Restate every line of the material, word for word.

__Available data__:
+ + +
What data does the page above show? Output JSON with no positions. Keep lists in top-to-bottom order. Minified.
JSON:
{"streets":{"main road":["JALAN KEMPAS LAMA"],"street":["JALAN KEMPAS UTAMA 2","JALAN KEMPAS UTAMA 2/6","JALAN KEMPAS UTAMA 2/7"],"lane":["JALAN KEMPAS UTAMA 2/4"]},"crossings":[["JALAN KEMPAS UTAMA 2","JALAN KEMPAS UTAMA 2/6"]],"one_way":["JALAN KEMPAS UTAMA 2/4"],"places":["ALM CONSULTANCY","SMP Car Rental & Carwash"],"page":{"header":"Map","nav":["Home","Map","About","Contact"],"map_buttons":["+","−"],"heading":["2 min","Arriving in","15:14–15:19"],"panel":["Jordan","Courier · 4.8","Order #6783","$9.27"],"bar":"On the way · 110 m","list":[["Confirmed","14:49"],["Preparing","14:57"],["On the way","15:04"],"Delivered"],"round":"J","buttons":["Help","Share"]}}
+ + +
__Exercise output__:
What data does the page above show? Output JSON with no positions. Keep lists in top-to-bottom order. Minified.
JSON:
{"streets":{"main road":["JALAN KEMPAS LAMA"],"street":["JALAN KEMPAS UTAMA 2","JALAN KEMPAS UTAMA 2/6","JALAN KEMPAS UTAMA 2/7"],"lane":["JALAN KEMPAS UTAMA 2/4"]},"crossings":[["JALAN KEMPAS UTAMA 2","JALAN KEMPAS UTAMA 2/6"]],"one_way":["JALAN KEMPAS UTAMA 2/4"],"places":["ALM CONSULTANCY","SMP Car Rental & Carwash"],"page":{"header":"Map","nav":["Home","Map","About","Contact"],"map_buttons":["+","−"],"heading":["2 min","Arriving in","15:14–15:19"],"panel":["Jordan","Courier · 4.8","Order #6783","$9.27"],"bar":"On the way · 110 m","list":[["Confirmed","14:49"],["Preparing","14:57"],["On the way","15:04"],"Delivered"],"round":"J","buttons":["Help","Share"]}}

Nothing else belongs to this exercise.